Le Code de la route permet aux forces de l’ordre de procéder, même en l’absence d’accident de la route, d’infraction ou de raison plausible de soupçonner un usage de stupéfiants, de dépister un conducteur pour vérifier s’il conduit sous emprise.

Si le résultat du dépistage est positif, ou s’il est impossible de procéder au contrôle (notamment refus du conducteur), il sera procédé à un examen clinique (prélèvement sang) ou biologique (prélèvement sanguin ou salivaire), en réquisitionnant le personnel médical à cette fin.

Une fois ce prélèvement effectué, le conducteur doit être informé de son droit à bénéficier d’une contre-expertise (examen technique, expertise ou recherche de médicaments psychoactifs). Il doit lui être expressément demandé s’il veut utiliser ce droit, pour qu’un second prélèvement soit effectué. Il sera utilisé plus tard si le conducteur le demande, quand lui sera notifié le résultat du premier prélèvement.

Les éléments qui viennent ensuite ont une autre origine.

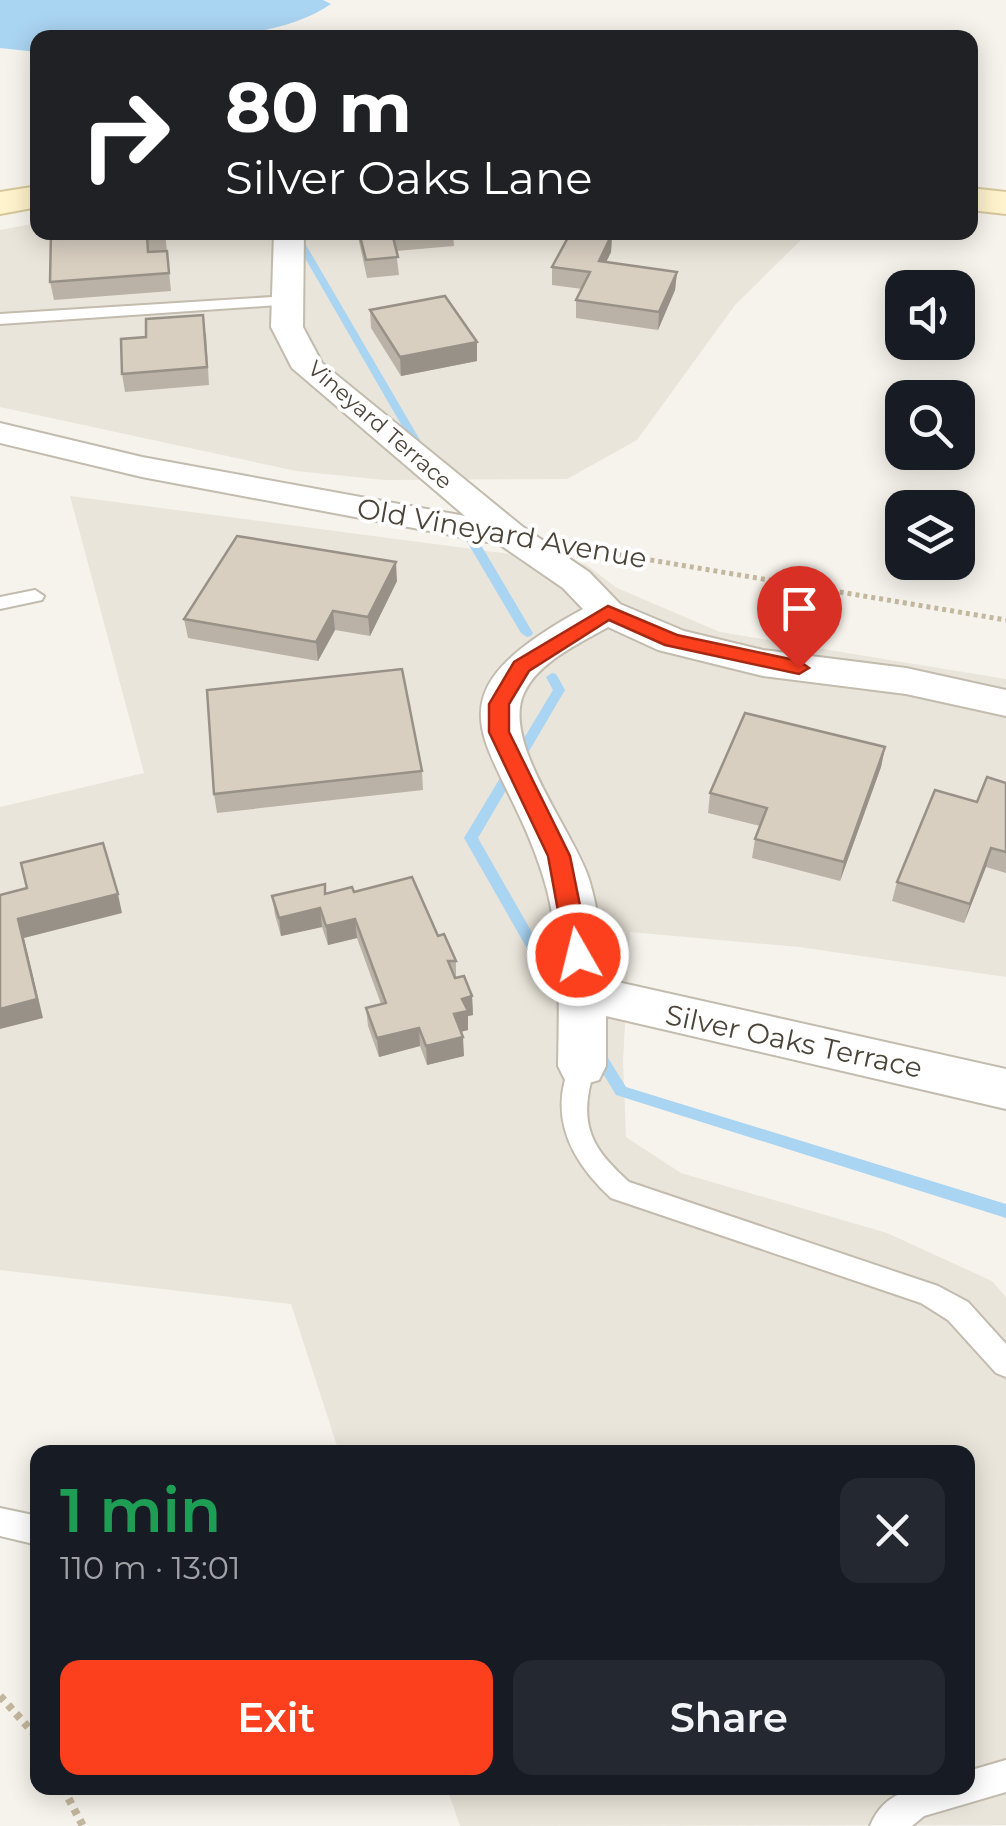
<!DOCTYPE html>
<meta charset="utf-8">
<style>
body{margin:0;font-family:Montserrat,sans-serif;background:#242831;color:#f1f3f6;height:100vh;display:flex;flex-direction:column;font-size:38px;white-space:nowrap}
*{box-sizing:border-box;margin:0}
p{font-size:32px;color:#9ea1a6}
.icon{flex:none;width:55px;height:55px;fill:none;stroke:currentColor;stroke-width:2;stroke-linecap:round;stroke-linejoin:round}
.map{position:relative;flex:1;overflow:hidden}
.side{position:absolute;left:30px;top:1445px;width:945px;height:350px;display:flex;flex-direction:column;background:#171b24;border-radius:20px;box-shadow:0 5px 25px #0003}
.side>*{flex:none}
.hud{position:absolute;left:30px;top:30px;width:948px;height:210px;border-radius:20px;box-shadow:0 5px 25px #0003;background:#202124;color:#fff;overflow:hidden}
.tools{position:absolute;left:885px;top:270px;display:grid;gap:20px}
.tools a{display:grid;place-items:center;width:90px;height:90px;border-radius:20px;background:#171b24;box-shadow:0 5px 25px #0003;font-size:50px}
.pin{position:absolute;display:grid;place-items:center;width:85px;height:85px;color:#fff;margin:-102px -42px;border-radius:50% 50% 50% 0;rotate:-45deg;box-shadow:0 0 10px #0007}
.pin .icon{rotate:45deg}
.me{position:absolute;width:110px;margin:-55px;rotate:352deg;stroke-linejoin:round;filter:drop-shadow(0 0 8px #0008)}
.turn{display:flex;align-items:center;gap:35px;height:210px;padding:0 30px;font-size:45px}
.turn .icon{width:130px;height:130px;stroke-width:2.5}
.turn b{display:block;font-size:70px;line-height:85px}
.round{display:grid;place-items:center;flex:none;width:105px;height:105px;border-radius:20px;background:#242831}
.headline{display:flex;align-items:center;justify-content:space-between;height:170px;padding:0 30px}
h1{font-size:60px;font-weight:600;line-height:75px;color:#1e9e55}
.action{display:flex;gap:20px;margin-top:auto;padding:20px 30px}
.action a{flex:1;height:115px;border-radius:20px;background:#fc3f1d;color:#fff;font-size:40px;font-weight:600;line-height:115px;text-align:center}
.action a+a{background:#242831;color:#f1f3f6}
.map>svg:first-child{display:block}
</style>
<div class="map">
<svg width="1006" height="1826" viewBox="0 0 1006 1826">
<rect width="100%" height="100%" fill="#f6f3ec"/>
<!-- residential -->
<path fill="#eae5da" d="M37,223L38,232L808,233L735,305L637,440L567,479L385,480L296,471L0,407V230Z
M70,496L585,564L617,588L720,632L1006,679V977L799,947L630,932L623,1061L626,1137L681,1173L887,1233L992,1281L1006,1297V1825L460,1826L447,1788H968V1452H339L291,1304L0,1270V807L144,773Z"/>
<!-- water -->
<path fill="#a9d4f2" d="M0,0H323L331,4C261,52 121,38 38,38L37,52L0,48Z"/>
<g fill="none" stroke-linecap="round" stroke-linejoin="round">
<!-- stream -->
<path fill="#a9d4f2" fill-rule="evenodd" d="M290,232L299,233L427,452L426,454L422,455L417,452Z
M472,537L478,540L533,633L531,636L527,637L521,633L466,540Z
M552,673L556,674L565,690L478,838L573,1004L571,1008H561L464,838L553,690L546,677Z
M597,1046L602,1048L626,1087L1006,1204V1218L616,1095L590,1052L592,1048Z"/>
<defs>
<path id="lane" d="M288,296L293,298V304L0,324V314Z
M35,590L44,596L42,600L0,609V597Z
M582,1056L591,1059C596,1070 591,1079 589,1091C581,1133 599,1155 629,1182L938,1286L968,1302L1006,1344V1377L996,1373L948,1320L921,1303L611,1198C570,1160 546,1114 573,1059Z
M0,1508L38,1516V1545L0,1536Z
M1006,1760V1792L924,1816L912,1826H870C888,1782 928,1788 968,1788V1771Z"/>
<path id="street" d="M274,232H304L303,327L322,363L523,527L589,572L620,604L684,631L763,650L906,668L1006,690V716L906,694L763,676L658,650L608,627C580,643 538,662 524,693C501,742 573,830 589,879C599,912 602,945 604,979L1006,1069V1109L606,1016V1066L599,1080L582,1085L565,1080L558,1066C559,1003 562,936 543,876C501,740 409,704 583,609L563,588L499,544L142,477L0,443V423L142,457L465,516L292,368L271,327Z"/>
<path id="secondary" d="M38,186V207L0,214V192Z
M970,188L1006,192V214L970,210Z"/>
</defs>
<!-- lane casing -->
<use href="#lane" stroke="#c2bbae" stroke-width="4"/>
<!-- street casing -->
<use href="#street" stroke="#c2bbae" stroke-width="4"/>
<!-- secondary casing -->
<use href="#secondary" stroke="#d6c79b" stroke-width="4"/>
<!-- path-far1 -->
<path stroke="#c4b79f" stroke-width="5" stroke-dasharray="4 4" stroke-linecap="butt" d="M603,552L1006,620"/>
<!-- path -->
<path stroke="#c4b79f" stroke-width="8" stroke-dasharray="6 6" stroke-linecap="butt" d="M0,1696L38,1738
M63,1788L83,1826"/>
<!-- lane -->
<use href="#lane" fill="#fff" fill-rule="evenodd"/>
<!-- street -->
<use href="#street" fill="#fff" fill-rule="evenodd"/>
<!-- secondary -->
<use href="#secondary" fill="#fff3cd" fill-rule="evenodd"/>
</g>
<!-- wall -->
<path fill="#bab2a6" d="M51,232H165L171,291L54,300L50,282Z
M357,232H453L454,246L396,251L399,275L367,278Z
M612,234L611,252L606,262L677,272L675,290L658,330L576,318V300L582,289L552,285V267Z
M370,310L477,361L401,376L371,328Z
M206,333L209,385L125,392L122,374Z
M397,581L370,636L335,630L318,661L188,638L184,619Z
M885,747L881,767L840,881L752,858L755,839L760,826L708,813L710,793Z
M422,771L423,790L217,813L214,794Z
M1006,783V873L986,867L964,923L892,901L897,882L977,802Z
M354,892L438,936L456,961V977L472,996L473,1015L468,1016V1030L461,1032L464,1056L427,1065L420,1046L379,1057L368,1026L366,1008L381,1004L357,938L328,945L322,927L281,936L275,915L272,896Z"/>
<!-- shaded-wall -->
<path fill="#979187" d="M612,234L611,252L598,279L599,261Z
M677,272L675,290L658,330L659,312Z
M477,342V361L401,376L400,357Z
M396,562L397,581L370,636L368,617Z
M333,611L335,630L318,661L316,642Z
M885,747L881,767L840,881L844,862Z
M991,848L986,867L964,923L970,904Z
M118,894L122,913L24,938L43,1018L0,1029V1009L18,919Z
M320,908L322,927L281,936L279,918Z
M355,919L357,938L328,945L326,926Z
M472,996L473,1015L468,1016V1030L455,1033L454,1014L462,999Z
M419,1028L420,1046L379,1057L377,1038Z
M463,1037L464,1056L427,1065L426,1046Z"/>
<!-- building -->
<path fill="#d8cfc1" stroke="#979187" stroke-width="2.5" d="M51,232H164V235L147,236L148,252L167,251L169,273L50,282Z
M359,232H399L392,233L398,257L366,260Z
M571,232L612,234L599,261L677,272L659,312L576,300L590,272L552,267Z
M445,296L477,342L400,357L370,310Z
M203,315L207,367L122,374L121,339L146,337V319Z
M237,536L396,562L368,617L333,611L316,642L184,619Z
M402,669L422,771L214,794L207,690Z
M745,713L885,747L844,862L755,839L767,808L710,793Z
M987,777L1006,783V852L991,848L970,904L897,882L935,790L977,802Z
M103,843L118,894L18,919L37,999L0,1009V895L27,888L21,863Z
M412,877L438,936L444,934L456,961H448L455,978L464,976L472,996L462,999L468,1011L454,1014L463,1037L426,1046L419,1028L377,1038L366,1008L386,1003L355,919L326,926L320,908L279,918L272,896L325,884V894L352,887L354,892Z"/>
<!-- route -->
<path fill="#fc3f1d" stroke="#a42913" stroke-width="2.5" d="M608,606L677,635L799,661L809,668L799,674L665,645L609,620L529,671L509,704V732L570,856L590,955L578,964L566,955L548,856L489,732V704L514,662Z"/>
<g text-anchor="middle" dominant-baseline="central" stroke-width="8" stroke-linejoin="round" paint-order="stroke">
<!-- far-street labels -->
<g font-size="22" fill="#4b4439" stroke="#fff">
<text transform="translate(380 425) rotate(41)">Vineyard Terrace</text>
</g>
<!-- street labels -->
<g font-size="28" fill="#4b4439" stroke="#fff">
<text transform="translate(502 533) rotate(10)">Old Vineyard Avenue</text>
<text transform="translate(794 1041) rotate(12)">Silver Oaks Terrace</text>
</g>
</g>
</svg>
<div class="tools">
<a><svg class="icon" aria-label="sound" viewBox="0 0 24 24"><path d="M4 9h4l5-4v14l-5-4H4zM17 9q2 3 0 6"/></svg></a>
<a><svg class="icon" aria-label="search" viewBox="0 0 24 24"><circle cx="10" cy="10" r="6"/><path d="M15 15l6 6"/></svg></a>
<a><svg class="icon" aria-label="layers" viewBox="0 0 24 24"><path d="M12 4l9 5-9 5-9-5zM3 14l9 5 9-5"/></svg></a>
</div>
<div class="pin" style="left:799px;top:668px;background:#d93025"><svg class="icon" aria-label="arrive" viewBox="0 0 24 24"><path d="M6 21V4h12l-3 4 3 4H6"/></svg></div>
<svg class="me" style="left:578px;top:955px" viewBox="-20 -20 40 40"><circle r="17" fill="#fc3f1d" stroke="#fff" stroke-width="3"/><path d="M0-11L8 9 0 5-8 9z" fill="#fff"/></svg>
<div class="hud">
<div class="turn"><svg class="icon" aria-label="right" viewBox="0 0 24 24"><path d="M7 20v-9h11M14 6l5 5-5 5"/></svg><div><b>80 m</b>Silver Oaks Lane</div></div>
</div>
<section class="side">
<div class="headline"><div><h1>1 min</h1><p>110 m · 13:01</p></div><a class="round"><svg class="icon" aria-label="close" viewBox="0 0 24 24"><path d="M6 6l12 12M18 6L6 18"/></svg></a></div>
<div class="action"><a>Exit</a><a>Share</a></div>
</section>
</div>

Le cabinet constate qu’il arrive souvent que le conducteur soit incité par les services de police ou de gendarmerie à renoncer à une future contre-expertise, sous des prétextes fallacieux : « l’expertise vous coûtera cher », « cela va rallonger la période de suspension », « cela n’a pas de valeur devant le juge » etc.

En réalité, il est capital de ne pas renoncer à ce droit et la jurisprudence la plus récente du Conseil d’Etat vient le confirmer.

Un conducteur avait fait l’objet d’une suspension administrative conservatoire après un test salivaire positif à la cocaïne. Il avait saisi le tribunal administratif pour contester cette suspension et il avait obtenu gain de cause, grâce aux résultats que le requérant avait versés au débat : il avait pris l’initiative d’effectuer un test par un laboratoire, qui démontrait qu’il n’avait consommé aucun stupéfiant. Le Tribunal estimait donc que la fiabilité du prélèvement salivaire était compromise.

Le ministre de l’Intérieur a introduit un pourvoi en cassation contre le jugement.

La Haute juridiction administrative vient préciser que la circonstance que le conducteur n’a pas été mis à même de se réserver la possibilité d’une contre-expertise ou qu’un souhait exprimé en ce sens n’a pas été pris en compte est de nature à entacher la régularité de la procédure engagée à son encontre.

En revanche, elle ne saurait l’autoriser à se prévaloir, pour contester les résultats du prélèvement salivaire, des résultats d’une expertise réalisée de sa propre initiative, en-dehors de la procédure organisée par le code de la route (examen par un médecin agréé, d’un prélèvement effectué sous contrôle d’un officier de police judiciaire).

De ce fait, en se fondant sur les résultats de cet examen, réalisé en dehors de la procédure organisée par le code de la route, le jugement est entaché d’erreur de droit et doit être annulé.

Dès lors qu’il n’est pas possible de se prévaloir des résultats d’un examen privé pour remettre en cause le résultat qui a conduit à la suspension administrative, il devenait très compliqué pour le requérant d’expliquer le résultat positif.

L’explication selon laquelle il avait probablement été en contact avec de la cocaïne en ayant bu dans le verre d’une personne ayant consommé ne convainc pas les juges, qui rejettent sa requête.

La position du Conseil d’Etat est donc très tranchée.

La contre-expertise s’avère hautement utile pour ce qui est de la stratégie de défense devant le tribunal correctionnel, qui s’intéresse pour sa part à la culpabilité du conducteur poursuivi pour conduite sous l’emprise de stupéfiant.

La violation du droit à bénéficier d’une contre-expertise pourra permettre d’envisager la relaxe du conducteur, au bénéfice du doute. L’utilisation d’expertise privée est encore tolérée par les juges judiciaires, même si elle n’est pas automatique.